LONDON (Reuters) - Britain’s economy risks damage if Brexit is delayed beyond its latest Oct. 31 deadline because companies would continue to hold back on investment, Bank of England deputy governor Ben Broadbent was quoted as saying on Monday.
“It’s pretty clear that investment has been feeling the consequences of the uncertainty about Brexit and particularly the possibility of a bad outcome,” Broadbent told the Press Association news agency.
“If you continually expect news to arrive imminently - a resolution - then that can have quite a depressing effect on investment,” he said.
By contrast, a Brexit deal would lead to “quite a strong bounce-back in investment.”
Broadbent reiterated the BoE’s guidance that future interest rate increases would be limited and gradual, adding the “emphasis is on the ‘gradual’ bit of limited and gradual.”
He said he did know whether the British central bank would need to increase rates or cut them in the event of a no-deal Brexit shock to the economy.
“I don’t know.
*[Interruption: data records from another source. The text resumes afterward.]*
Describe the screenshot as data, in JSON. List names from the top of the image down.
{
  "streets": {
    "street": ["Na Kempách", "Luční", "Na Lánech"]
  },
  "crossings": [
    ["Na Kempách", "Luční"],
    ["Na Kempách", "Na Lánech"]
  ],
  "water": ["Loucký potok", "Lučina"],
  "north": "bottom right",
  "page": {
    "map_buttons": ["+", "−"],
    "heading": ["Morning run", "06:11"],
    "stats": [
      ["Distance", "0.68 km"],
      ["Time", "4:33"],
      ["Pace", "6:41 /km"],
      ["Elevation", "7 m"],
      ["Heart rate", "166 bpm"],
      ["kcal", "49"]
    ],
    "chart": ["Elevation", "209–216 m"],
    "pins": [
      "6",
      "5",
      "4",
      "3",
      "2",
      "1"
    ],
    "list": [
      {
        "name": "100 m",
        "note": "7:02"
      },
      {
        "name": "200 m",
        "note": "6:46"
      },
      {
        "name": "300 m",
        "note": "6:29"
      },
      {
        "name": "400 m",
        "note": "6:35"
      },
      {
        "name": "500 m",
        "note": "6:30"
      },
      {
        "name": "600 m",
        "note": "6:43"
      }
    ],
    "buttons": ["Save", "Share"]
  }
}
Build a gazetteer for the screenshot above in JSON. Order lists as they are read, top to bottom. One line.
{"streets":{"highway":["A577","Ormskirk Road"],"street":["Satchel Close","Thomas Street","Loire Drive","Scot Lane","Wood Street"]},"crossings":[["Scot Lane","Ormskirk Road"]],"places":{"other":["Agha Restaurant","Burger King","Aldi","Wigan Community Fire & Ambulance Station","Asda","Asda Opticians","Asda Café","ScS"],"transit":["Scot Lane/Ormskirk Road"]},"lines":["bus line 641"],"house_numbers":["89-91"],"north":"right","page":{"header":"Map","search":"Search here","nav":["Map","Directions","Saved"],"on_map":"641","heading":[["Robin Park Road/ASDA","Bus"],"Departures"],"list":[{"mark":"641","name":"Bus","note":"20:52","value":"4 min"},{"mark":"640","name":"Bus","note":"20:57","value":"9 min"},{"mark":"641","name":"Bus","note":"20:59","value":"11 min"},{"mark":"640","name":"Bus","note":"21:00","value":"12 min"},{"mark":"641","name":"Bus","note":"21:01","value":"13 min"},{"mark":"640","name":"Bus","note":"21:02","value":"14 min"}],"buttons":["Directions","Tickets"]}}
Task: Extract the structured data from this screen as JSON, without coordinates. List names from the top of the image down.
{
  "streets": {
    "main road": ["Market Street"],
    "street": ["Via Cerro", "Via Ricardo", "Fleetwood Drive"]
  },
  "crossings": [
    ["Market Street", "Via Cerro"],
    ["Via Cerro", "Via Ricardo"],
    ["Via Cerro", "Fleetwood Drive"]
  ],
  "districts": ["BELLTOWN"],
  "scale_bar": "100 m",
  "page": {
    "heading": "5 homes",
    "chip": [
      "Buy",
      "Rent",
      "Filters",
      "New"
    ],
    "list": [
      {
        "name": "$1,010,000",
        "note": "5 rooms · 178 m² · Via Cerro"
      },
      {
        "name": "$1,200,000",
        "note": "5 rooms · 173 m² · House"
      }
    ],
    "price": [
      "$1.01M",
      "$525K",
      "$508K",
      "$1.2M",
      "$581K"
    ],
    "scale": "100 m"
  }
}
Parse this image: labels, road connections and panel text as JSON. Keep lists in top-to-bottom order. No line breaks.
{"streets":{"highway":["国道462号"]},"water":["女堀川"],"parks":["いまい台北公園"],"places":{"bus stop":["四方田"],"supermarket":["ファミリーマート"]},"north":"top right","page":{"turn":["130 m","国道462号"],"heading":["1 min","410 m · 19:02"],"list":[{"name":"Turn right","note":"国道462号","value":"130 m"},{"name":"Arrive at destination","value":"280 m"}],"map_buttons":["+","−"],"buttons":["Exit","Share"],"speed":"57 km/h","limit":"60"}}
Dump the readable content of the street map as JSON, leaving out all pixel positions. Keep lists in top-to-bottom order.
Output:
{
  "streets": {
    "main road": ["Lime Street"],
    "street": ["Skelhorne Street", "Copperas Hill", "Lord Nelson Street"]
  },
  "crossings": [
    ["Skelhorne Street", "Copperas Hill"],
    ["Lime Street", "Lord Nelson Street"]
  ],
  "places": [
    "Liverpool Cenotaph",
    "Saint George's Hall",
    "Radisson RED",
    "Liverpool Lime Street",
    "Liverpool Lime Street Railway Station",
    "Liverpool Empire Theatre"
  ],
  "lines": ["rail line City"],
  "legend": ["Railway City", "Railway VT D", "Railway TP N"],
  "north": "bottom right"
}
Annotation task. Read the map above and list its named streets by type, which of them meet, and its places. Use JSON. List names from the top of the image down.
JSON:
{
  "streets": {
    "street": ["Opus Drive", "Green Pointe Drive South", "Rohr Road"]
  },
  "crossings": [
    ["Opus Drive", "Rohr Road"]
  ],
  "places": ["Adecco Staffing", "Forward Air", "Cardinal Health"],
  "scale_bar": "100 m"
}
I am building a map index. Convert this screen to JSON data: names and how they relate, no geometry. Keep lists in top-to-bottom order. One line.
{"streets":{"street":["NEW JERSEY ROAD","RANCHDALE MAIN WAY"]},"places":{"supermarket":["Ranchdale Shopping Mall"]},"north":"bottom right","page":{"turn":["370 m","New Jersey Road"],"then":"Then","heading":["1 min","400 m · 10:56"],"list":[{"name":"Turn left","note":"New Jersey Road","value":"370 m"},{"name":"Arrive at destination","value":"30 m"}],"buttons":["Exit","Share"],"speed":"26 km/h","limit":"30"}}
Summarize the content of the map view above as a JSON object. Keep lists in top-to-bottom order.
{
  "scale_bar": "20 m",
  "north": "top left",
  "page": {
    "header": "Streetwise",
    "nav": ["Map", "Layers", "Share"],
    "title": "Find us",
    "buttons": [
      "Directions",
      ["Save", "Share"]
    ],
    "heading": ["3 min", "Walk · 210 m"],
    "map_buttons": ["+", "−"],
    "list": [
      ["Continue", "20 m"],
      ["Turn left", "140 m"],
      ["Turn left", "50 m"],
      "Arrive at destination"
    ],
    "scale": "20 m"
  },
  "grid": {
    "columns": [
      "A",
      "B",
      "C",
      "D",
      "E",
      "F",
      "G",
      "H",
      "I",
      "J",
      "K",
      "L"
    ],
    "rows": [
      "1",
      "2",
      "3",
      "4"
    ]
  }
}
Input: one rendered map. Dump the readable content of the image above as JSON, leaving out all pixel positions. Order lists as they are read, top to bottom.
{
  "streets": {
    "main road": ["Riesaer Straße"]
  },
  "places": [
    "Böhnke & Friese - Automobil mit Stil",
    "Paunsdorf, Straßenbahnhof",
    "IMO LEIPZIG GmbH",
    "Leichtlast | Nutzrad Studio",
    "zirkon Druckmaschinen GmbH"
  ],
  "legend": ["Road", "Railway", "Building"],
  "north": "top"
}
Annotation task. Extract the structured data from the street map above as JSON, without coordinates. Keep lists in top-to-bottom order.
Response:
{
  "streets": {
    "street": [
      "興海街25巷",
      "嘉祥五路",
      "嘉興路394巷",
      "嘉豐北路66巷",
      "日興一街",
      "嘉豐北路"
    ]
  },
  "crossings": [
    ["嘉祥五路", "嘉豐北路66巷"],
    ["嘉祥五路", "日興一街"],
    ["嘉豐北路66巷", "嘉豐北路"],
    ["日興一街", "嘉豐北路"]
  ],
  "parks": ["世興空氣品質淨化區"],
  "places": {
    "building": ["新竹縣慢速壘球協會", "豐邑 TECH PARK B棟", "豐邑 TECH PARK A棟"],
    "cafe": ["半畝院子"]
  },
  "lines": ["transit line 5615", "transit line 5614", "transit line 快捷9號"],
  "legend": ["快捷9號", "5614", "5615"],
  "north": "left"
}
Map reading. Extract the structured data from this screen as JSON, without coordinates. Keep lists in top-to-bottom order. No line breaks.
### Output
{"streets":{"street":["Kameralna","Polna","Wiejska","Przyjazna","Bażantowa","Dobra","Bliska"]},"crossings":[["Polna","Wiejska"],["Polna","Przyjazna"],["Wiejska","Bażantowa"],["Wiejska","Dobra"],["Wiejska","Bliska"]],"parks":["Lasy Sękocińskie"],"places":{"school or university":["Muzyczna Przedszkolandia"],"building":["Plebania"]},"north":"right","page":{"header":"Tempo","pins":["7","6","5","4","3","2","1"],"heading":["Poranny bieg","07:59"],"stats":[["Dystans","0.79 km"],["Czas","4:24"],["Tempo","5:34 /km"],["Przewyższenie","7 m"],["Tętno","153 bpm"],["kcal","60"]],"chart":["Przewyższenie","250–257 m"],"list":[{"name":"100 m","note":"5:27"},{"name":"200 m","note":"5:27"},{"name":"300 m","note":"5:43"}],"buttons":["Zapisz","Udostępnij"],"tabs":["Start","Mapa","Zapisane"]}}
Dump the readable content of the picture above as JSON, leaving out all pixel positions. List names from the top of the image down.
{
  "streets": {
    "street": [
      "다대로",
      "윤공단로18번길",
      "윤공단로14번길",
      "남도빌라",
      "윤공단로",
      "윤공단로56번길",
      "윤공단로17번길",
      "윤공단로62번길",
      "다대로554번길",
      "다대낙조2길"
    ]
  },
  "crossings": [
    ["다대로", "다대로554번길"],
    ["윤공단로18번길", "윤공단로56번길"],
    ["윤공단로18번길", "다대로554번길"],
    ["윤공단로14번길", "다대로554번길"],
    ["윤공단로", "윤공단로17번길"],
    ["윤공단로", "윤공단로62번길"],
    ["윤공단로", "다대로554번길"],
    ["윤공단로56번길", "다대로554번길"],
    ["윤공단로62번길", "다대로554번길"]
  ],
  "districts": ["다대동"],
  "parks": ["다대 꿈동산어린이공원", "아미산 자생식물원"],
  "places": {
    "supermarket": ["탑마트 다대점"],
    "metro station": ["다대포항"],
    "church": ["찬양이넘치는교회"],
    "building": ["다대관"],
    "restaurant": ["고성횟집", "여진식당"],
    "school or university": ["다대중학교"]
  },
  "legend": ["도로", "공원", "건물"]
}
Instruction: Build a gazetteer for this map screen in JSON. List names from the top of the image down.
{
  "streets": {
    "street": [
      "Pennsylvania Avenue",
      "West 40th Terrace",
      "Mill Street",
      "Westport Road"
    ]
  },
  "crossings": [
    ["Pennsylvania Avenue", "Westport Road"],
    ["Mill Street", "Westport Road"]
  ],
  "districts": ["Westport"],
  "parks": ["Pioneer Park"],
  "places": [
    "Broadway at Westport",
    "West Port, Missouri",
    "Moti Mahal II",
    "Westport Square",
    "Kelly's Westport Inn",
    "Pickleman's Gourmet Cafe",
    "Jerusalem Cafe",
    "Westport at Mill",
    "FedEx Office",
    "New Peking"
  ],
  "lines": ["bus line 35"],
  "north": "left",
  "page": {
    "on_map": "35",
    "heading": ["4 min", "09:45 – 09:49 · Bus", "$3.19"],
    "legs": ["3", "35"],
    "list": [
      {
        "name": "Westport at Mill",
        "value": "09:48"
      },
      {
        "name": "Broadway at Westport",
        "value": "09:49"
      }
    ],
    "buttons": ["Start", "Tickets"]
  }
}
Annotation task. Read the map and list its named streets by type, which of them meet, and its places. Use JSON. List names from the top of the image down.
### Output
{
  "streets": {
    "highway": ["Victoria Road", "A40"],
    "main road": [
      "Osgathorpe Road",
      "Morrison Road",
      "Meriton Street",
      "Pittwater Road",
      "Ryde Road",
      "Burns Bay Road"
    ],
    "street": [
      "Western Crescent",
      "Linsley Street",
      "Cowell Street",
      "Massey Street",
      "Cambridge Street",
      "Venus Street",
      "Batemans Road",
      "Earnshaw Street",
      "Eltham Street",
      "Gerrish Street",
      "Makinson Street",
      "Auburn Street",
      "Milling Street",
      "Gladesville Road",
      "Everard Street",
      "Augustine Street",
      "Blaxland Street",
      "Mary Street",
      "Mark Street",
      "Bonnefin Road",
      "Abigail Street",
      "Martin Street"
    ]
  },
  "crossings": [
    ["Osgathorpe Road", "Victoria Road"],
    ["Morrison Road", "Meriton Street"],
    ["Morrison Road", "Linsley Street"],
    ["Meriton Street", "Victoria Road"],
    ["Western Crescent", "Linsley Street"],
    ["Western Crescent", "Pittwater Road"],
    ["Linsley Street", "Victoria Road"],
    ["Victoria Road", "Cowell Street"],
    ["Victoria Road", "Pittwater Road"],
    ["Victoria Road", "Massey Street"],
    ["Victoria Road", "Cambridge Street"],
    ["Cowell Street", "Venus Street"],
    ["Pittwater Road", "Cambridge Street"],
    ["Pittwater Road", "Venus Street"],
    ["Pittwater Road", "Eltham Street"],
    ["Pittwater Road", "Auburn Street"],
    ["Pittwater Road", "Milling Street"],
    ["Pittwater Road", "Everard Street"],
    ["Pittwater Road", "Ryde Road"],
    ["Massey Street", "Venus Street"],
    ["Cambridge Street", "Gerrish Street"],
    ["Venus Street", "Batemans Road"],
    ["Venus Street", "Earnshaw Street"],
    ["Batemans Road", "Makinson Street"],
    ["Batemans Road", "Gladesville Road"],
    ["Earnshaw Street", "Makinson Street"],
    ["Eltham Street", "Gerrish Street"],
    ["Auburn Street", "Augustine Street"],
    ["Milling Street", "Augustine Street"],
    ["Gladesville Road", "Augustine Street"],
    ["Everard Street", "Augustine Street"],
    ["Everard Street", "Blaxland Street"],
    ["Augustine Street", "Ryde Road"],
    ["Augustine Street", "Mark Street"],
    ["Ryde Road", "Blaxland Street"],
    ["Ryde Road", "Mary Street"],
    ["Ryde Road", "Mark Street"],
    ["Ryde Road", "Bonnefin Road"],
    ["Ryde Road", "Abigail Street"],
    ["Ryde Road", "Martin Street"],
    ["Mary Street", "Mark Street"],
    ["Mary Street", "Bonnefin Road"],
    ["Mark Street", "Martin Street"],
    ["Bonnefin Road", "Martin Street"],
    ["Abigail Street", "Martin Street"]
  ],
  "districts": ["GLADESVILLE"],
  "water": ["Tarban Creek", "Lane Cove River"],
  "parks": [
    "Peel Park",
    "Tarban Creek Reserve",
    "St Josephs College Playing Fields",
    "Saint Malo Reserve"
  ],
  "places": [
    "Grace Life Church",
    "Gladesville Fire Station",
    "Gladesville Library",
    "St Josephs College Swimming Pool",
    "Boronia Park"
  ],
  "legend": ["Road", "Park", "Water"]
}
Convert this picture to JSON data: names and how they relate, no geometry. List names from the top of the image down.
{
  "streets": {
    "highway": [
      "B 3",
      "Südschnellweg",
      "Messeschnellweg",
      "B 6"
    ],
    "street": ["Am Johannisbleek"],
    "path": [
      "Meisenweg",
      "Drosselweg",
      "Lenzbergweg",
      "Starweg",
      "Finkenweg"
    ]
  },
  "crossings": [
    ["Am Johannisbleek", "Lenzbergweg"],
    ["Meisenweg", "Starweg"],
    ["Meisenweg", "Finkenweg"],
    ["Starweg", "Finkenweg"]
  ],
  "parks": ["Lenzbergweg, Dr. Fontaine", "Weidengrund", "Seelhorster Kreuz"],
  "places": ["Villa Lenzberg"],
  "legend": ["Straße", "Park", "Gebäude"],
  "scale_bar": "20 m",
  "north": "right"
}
I really don’t, because I don’t know how much the exchange rate will move,” he said.
Several other top BoE officials, including Governor Mark Carney, have said a rate cut would probably be needed to help the economy weather the shock of leaving the European Union with no deal.
On whether he will put his name forward as a candidate to succeed Mark Carney as BoE governor, Broadbent said: It’s a big job...I have lots of things to think about before I make that decision.”